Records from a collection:

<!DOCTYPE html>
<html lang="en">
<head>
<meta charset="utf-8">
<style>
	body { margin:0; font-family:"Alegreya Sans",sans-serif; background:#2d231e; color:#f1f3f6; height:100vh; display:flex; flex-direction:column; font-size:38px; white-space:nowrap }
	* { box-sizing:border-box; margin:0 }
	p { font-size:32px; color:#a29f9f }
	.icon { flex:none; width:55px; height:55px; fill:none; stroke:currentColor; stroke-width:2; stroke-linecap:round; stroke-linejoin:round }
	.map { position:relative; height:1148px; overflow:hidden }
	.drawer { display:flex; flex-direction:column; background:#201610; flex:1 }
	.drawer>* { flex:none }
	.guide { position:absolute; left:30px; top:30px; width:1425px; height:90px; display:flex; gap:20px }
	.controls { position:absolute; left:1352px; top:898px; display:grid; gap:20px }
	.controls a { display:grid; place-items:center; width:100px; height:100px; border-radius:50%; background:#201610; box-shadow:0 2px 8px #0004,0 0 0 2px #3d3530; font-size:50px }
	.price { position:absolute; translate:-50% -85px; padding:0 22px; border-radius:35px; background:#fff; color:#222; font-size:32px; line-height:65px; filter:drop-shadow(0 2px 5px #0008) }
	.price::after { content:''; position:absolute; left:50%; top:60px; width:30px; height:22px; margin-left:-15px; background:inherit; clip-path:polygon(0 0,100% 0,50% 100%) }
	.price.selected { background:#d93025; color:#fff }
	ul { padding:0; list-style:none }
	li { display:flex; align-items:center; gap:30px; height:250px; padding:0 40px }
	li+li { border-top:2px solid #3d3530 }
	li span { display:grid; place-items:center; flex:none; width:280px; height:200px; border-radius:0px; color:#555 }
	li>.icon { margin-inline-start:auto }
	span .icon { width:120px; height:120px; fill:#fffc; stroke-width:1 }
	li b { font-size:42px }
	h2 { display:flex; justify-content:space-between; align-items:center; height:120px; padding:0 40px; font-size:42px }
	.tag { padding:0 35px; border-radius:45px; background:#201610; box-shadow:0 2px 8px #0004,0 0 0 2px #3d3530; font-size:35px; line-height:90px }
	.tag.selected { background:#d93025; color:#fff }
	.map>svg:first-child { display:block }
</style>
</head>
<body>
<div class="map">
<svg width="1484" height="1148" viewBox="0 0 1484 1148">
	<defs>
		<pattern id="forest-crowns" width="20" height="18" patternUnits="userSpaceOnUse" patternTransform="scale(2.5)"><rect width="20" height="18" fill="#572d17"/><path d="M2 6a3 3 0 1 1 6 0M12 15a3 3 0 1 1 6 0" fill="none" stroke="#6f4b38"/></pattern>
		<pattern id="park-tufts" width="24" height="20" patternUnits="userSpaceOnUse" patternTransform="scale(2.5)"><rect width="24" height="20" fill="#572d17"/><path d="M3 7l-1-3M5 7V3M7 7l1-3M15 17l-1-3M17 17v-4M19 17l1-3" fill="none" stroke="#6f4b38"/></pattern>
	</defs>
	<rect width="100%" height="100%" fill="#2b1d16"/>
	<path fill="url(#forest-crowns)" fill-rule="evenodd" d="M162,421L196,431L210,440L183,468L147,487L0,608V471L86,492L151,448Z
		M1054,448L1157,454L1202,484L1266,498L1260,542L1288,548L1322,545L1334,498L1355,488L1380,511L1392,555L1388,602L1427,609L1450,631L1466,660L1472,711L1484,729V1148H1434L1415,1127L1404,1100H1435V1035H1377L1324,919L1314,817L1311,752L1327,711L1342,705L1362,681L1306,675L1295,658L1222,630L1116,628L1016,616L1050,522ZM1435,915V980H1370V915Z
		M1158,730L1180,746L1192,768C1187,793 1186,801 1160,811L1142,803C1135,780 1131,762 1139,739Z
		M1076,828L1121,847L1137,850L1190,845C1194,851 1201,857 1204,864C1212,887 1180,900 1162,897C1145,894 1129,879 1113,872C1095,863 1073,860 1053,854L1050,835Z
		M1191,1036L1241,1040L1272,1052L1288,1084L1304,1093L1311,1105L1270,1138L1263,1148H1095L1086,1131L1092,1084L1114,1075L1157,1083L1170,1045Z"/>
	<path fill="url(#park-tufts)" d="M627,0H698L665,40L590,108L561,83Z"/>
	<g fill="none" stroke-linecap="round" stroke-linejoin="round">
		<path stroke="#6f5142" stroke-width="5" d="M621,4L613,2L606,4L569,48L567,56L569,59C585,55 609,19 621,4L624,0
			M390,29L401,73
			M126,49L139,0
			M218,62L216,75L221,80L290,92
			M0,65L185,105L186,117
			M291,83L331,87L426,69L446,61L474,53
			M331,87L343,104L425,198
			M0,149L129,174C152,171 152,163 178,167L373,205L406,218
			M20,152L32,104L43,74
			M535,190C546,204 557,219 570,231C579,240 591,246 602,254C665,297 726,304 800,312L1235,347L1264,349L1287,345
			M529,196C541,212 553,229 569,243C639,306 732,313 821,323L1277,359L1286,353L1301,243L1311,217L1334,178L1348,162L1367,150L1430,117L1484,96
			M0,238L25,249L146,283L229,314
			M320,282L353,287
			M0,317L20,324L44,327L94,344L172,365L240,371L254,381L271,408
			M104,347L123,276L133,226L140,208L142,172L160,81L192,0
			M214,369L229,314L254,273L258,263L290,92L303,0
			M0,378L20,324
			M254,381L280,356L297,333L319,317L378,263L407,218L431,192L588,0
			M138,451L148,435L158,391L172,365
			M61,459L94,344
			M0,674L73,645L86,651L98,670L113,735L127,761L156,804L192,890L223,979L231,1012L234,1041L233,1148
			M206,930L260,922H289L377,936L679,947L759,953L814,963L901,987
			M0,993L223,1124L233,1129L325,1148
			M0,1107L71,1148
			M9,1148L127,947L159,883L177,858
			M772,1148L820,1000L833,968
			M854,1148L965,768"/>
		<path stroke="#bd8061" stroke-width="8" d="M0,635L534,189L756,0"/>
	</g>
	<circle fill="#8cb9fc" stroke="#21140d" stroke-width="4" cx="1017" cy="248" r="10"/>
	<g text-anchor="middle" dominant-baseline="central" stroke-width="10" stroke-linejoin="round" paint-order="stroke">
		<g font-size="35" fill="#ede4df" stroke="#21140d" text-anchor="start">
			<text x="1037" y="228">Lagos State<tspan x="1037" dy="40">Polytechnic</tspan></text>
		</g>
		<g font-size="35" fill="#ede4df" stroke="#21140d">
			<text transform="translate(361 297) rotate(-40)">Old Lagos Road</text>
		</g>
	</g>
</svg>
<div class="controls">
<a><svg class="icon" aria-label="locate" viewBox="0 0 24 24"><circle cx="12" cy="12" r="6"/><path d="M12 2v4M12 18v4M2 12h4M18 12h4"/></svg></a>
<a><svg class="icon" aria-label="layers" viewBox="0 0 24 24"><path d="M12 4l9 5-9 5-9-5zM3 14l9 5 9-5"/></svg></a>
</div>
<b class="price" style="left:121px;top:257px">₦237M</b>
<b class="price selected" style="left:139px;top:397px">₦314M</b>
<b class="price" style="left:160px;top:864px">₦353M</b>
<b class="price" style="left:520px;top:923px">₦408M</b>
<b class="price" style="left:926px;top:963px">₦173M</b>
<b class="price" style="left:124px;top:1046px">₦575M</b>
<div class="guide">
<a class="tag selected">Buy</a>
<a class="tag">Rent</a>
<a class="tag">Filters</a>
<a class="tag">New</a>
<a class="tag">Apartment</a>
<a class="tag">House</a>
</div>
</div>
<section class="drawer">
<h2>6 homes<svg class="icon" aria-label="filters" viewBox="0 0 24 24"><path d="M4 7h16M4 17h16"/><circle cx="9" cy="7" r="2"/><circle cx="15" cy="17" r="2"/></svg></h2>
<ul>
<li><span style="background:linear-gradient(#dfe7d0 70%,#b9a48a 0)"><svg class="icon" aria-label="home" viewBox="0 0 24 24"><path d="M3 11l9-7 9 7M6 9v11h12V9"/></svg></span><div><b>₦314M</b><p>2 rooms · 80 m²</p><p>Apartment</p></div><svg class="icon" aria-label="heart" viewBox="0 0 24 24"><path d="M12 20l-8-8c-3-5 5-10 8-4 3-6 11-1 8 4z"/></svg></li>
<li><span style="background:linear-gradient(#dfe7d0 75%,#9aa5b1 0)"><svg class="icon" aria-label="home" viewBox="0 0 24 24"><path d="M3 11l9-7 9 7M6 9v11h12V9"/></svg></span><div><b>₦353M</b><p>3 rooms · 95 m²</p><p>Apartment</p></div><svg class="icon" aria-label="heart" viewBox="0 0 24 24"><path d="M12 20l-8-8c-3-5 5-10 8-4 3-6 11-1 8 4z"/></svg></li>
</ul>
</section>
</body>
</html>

YOUR ASSIGNMENT — Set down, unchanged, only those lines above that fall between the line with "content:''; position:absolute; left:50%;" and the line with "width:120px; height:120px; fill:#fffc;", the two end lines included.

RESPONSE —
	.price::after { content:''; position:absolute; left:50%; top:60px; width:30px; height:22px; margin-left:-15px; background:inherit; clip-path:polygon(0 0,100% 0,50% 100%) }
	.price.selected { background:#d93025; color:#fff }
	ul { padding:0; list-style:none }
	li { display:flex; align-items:center; gap:30px; height:250px; padding:0 40px }
	li+li { border-top:2px solid #3d3530 }
	li span { display:grid; place-items:center; flex:none; width:280px; height:200px; border-radius:0px; color:#555 }
	li>.icon { margin-inline-start:auto }
	span .icon { width:120px; height:120px; fill:#fffc; stroke-width:1 }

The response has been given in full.